Friday, August 03, 2012

Assad Preparing For Aleppo Assault as Civil War Rages On

Reports indicate that Bashar al-Assad's forces are preparing for a ground offensive against rebel-held areas of Aleppo. That will most certainly increase the casualties significantly over the already high tallies seen across the country in recent weeks.
Syria on Friday amassed troops in the northern city of Aleppo in preparation for an onslaught on rebel-held areas and the opposition reported a massacre in the central city of Hama.

Opposition activists said more than 62 people, including women and children, were killed in a massacre committed by forces loyal to President Bashar Assad in Hama. The claim by the Local Coordination Committees could not be independently verified.

In Aleppo, Syria's main commercial center, the Syrian army sent more troops and tanks to break a stalemate in fighting with rebels holding out for six days in opposition areas mainly in the east and southwest of the city near the border with Turkey.

"Dozens of trucks loaded with troops and backed by more than 100 tanks are being positioned around Aleppo," Abu Omar al-Halabi, a commander in the rebel Free Syrian Army, told dpa by phone.
The UN is hobbled by a split Security Council - the Russians and Chinese are blocking everything related to Syria, up to and including even weak-worded condemnation of the violence. Kofi Annan admitted as much when he declared his mission to implement a peace deal was a failure and that he was stepping down as envoy to Syria effective at the end of the month.
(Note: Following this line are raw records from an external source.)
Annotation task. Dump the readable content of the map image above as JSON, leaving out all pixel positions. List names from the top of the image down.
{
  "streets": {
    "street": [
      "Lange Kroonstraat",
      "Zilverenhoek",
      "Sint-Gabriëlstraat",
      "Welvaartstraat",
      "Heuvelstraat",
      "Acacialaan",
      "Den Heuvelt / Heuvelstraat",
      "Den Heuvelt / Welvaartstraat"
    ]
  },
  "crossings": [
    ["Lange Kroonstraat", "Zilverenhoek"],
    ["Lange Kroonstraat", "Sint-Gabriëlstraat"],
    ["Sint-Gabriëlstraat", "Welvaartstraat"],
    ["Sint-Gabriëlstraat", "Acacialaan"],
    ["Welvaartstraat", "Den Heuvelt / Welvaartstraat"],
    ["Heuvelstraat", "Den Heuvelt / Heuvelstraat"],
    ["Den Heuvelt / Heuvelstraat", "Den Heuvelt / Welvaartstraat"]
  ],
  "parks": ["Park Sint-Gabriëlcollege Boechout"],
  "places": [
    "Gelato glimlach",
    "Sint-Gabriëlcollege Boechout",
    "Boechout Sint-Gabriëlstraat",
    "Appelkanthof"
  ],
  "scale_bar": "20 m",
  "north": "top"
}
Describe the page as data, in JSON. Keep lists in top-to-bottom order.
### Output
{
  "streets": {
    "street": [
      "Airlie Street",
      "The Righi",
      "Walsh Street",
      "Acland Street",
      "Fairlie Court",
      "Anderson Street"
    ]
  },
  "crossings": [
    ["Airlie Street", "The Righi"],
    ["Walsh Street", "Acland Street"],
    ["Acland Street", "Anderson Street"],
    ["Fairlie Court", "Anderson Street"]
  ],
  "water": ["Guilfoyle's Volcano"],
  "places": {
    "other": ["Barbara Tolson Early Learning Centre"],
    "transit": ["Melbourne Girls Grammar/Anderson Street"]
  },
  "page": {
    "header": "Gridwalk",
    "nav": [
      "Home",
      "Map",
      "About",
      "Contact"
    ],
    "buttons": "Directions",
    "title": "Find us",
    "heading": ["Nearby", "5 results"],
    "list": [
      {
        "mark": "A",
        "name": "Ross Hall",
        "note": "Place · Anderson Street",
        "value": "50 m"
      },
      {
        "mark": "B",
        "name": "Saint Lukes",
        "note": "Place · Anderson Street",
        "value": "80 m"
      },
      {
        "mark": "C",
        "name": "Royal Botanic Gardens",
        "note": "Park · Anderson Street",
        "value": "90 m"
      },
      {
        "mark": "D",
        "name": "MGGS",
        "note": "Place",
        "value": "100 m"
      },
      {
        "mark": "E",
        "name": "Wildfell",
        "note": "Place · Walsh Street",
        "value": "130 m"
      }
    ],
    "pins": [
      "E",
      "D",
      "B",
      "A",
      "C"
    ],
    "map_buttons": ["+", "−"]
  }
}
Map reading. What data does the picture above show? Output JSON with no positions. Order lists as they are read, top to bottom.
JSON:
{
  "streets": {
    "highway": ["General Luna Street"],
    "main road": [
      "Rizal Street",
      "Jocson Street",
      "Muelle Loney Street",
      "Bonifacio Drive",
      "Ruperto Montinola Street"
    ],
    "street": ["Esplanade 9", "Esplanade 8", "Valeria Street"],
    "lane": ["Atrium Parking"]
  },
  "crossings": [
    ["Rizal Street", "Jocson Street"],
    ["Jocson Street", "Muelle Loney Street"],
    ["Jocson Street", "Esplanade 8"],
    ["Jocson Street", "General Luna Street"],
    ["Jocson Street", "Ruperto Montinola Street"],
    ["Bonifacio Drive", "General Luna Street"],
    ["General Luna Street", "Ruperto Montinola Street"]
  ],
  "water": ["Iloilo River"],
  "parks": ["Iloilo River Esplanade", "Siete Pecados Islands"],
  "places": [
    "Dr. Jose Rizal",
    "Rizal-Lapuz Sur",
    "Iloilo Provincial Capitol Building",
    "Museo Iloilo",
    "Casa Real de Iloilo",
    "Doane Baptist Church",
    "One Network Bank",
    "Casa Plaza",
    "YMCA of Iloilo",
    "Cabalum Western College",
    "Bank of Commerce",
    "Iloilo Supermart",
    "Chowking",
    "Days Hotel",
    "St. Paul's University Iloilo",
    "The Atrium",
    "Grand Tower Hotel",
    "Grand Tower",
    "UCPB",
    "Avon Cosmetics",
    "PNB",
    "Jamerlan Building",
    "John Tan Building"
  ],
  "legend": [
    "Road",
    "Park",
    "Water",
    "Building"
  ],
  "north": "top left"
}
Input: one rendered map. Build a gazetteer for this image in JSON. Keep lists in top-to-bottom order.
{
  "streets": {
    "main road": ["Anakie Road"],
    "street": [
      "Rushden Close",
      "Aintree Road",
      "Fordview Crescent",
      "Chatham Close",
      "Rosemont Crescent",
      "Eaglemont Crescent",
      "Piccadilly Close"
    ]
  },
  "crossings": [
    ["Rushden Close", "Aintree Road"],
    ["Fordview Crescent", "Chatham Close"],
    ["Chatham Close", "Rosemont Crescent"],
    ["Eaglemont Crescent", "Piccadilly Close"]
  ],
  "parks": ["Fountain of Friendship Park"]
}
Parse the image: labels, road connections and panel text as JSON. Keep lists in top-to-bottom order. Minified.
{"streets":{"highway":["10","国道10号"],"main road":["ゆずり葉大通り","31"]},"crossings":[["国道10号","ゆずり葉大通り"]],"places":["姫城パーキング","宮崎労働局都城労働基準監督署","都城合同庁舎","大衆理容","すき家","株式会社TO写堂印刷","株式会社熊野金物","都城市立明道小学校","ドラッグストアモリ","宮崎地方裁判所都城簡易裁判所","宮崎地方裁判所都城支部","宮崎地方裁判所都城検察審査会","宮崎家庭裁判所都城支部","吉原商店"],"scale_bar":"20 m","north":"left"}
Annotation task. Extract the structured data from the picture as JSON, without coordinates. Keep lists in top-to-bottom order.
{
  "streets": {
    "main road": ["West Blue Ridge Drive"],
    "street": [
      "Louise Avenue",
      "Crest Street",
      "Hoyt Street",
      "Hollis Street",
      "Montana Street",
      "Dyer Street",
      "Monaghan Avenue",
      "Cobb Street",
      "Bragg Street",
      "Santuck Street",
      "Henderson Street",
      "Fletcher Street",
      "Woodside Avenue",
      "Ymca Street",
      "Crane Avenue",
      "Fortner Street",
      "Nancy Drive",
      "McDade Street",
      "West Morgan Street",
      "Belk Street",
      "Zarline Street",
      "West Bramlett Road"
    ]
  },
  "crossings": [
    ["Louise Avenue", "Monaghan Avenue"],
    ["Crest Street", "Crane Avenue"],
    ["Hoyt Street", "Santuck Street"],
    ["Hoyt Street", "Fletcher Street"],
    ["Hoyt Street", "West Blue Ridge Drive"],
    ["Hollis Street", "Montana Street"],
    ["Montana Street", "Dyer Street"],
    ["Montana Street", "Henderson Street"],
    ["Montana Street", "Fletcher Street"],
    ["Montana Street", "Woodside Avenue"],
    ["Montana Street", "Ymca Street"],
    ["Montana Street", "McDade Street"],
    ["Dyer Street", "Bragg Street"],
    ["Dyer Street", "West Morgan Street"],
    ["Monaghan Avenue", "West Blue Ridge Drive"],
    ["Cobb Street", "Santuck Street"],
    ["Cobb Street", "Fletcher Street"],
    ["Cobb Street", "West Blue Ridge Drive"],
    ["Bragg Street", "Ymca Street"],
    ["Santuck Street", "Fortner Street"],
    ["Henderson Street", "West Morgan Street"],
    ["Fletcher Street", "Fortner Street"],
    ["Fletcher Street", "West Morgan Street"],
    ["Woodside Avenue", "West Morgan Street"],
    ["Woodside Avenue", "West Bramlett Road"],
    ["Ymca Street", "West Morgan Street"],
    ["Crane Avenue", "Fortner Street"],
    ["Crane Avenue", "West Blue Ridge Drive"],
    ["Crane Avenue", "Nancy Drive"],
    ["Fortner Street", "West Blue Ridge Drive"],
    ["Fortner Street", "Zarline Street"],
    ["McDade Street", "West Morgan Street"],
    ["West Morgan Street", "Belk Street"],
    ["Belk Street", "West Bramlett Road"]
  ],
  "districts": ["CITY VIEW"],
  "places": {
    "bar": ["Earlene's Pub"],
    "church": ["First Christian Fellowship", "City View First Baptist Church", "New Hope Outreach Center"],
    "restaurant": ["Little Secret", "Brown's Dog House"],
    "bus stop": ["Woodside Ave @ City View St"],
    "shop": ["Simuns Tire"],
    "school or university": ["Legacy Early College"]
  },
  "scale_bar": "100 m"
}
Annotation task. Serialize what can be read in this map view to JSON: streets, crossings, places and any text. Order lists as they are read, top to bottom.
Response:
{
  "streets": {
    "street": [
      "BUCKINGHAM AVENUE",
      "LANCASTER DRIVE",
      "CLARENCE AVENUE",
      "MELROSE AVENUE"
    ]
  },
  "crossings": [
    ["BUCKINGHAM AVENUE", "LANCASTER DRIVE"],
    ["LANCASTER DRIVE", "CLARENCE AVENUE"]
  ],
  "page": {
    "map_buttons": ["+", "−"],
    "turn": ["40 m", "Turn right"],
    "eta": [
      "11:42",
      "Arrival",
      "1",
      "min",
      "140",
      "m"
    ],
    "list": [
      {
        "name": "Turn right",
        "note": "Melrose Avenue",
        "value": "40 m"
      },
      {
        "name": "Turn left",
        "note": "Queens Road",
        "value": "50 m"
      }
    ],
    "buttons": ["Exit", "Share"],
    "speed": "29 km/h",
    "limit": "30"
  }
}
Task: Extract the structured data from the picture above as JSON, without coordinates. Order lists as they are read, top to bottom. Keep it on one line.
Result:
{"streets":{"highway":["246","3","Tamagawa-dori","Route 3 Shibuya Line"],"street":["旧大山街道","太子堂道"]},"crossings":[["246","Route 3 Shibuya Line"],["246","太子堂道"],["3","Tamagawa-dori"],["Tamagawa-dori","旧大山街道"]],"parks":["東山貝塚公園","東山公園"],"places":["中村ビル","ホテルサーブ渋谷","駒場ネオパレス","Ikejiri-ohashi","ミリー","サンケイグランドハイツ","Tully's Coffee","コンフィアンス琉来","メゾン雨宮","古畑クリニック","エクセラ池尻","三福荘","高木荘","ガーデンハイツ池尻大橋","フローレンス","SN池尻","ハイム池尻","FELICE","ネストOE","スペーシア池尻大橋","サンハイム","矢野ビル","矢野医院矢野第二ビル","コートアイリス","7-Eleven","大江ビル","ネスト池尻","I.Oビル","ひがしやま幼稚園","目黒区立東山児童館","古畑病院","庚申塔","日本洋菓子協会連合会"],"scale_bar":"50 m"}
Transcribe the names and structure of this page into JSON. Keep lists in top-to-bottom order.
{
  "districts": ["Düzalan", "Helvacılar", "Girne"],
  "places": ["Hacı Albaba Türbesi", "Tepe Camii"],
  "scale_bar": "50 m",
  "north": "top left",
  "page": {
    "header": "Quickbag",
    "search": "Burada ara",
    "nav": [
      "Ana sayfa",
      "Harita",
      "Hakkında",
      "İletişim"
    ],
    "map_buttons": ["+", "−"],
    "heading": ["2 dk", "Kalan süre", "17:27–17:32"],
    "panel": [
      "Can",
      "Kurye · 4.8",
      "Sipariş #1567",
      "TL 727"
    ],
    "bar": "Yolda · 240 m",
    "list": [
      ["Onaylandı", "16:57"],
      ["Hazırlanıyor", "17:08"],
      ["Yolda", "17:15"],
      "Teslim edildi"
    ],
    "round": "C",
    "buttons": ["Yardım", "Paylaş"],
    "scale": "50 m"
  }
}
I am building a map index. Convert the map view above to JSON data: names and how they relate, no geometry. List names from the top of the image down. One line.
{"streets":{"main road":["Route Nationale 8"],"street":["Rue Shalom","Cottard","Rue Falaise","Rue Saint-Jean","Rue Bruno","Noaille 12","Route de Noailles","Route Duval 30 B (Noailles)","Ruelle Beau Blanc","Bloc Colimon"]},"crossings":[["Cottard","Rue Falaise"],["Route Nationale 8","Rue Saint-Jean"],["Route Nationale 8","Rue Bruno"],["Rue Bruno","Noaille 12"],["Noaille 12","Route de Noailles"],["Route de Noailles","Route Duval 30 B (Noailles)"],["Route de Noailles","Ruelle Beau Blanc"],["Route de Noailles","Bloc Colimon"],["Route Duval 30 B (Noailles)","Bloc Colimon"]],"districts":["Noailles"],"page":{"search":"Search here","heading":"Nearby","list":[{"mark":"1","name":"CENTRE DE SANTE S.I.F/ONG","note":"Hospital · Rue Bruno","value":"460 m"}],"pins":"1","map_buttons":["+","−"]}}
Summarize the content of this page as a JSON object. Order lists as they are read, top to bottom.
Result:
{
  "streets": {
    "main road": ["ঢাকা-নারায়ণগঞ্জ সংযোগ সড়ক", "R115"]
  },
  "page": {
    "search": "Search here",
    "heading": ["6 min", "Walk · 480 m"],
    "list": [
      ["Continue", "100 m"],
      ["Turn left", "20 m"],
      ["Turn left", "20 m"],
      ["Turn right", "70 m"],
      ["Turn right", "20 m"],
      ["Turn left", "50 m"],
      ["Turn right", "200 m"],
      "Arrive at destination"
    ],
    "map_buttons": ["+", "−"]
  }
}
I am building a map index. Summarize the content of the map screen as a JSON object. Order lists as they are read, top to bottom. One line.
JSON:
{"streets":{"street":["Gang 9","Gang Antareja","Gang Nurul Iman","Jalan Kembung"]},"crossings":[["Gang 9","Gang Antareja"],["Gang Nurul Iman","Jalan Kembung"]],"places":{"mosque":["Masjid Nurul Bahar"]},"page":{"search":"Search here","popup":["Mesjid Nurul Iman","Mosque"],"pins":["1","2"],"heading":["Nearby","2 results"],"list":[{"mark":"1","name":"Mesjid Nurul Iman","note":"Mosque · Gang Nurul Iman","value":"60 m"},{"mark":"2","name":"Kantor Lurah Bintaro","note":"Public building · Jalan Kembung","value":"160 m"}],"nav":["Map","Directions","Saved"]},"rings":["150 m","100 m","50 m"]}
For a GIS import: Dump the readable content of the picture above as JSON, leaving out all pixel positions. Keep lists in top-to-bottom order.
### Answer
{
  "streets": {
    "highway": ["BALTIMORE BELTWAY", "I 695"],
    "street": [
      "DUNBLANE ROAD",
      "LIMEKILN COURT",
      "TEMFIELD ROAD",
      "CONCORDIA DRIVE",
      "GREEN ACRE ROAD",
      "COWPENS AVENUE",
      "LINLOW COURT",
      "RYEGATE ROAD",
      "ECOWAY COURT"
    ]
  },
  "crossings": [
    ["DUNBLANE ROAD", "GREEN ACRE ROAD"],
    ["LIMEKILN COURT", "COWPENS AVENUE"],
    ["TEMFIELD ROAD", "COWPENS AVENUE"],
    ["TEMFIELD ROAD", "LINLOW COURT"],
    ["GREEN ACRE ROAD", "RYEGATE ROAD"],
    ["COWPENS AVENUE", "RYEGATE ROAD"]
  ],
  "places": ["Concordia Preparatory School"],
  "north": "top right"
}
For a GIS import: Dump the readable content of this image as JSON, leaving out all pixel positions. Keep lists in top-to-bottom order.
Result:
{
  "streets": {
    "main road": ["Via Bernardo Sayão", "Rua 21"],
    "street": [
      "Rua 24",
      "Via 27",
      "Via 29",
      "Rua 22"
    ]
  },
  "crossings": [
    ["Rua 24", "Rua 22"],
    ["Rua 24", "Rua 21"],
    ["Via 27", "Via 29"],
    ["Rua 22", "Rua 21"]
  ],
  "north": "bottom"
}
Assad's looking out for one thing - to remain in power at all costs. That means paying lip service to the diplomats all while crushing those opposed to him. The burden falls on Syrians who can't get out of the way of the violence, or who have declared allegiance to one side or the other.

Meanwhile, the NY Times reports Assad's forces are bedeviled by the fact that they're not prepared to deal with an insurrection where rebel forces (the Free Syrian Army and other unaffiliated groups) are able to mount coordinated attacks and capture some of the same weapons for use against the Syrian army. It's a situation that the Libyan military faced when Mumar Khadafi sought to crush the rebellion-turned-civil war and that the Egyptian military faced when Hosni Mubarak sought to stop the protests against his regime.

However, one shouldn't feel sorry for Assad because his military is having a tough time dealing with the rebel forces. It appears that even with a tactical advantage in the air (from helicopters and jets), it's just enough for Assad's forces to maintain the status quo. The Syrian military wasn't known for having a high state of preparedness to begin with, so equipment that was unreliable to start has only become more so. That's one of the reasons those helicopters that the Russians were refurbishing was so valued by the regime. They needed them to fill in for those that were already flying missions to support Assad's loyalists on the ground.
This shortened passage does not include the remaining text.